Reuters International

LONDON (Reuters) - Poles will want to stay in Britain after it leaves the European Union, the chief executive of Polish state airline LOT said on Tuesday, adding that Brexit would not have much impact on the airline sector if current policies were maintained.

The number of EU workers in Britain dropped in late 2016 following Britain's vote to leave the EU, and a "leave" campaign that centred on restricting immigration.

However, LOT Polish Airlines CEO Rafal Milczarski said that he did not believe Polish people would want to leave Britain following Brexit, and that demand for flights would remain strong.

"Britain is an attractive place for many Polish people ... I doubt that many Polish people will be leaving Britain, unless there is some UK government policy that will impose such a solution," Milczarski said at a news conference in London.
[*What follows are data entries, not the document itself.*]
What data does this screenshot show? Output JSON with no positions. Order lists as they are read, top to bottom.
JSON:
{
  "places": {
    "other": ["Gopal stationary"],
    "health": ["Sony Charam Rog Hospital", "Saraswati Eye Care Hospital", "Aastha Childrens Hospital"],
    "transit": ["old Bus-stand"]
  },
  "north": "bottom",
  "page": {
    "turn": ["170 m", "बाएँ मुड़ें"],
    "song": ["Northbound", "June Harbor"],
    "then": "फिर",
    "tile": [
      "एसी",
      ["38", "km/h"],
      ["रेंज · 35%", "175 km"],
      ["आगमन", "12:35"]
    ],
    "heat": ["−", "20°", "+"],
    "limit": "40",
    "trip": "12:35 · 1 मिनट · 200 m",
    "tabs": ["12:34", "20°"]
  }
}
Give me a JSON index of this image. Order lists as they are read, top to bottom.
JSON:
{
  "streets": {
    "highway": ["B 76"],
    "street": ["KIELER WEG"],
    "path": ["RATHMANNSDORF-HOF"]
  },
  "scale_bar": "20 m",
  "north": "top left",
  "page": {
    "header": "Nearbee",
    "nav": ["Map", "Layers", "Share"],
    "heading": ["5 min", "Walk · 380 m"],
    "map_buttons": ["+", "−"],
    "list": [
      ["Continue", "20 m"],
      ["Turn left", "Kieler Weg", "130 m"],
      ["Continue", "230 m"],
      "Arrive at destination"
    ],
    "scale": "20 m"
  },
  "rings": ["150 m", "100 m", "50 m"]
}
Britain will begin negotiations to leave the European Union in June, with figures in the airline industry keen to maintain the planks of European aviation policy that has increased competition and lowered consumer prices.

The deregulated aviation market, known as Open Skies, was introduced in 1997, and Milczarski said that Britain's membership of the arrangement was important for a smooth Brexit.
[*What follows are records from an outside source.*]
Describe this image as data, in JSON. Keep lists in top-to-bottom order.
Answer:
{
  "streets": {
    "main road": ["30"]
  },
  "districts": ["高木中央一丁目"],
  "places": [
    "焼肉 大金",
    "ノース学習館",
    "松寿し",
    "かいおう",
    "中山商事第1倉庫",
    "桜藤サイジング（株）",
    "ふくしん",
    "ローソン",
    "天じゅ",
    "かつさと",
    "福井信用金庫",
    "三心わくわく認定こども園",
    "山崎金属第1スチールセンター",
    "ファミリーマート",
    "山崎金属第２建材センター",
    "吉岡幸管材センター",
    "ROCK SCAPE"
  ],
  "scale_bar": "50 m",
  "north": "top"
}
"It depends whether there is some aviation solution that maintains the current Open Skies policy. If there is, then not a lot will change," he said.
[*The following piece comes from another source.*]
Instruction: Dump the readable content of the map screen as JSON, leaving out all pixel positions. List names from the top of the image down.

EasyJet CEO Carolyn McCall earlier said she was confident that flying rights would be secured in a post-Brexit world.

Milczarski said a situation where there was no aviation agreement was difficult to imagine but would have "horrible" consequences if it did happen.

He was speaking at the launch of new Boeing 737-800 NG planes on its Warsaw-London route, which are almost 20 seats bigger than the current Boeing 737 Classics.

He said that the airline might increase its capacity to London, given the strong demand from Polish people to travel to Britain.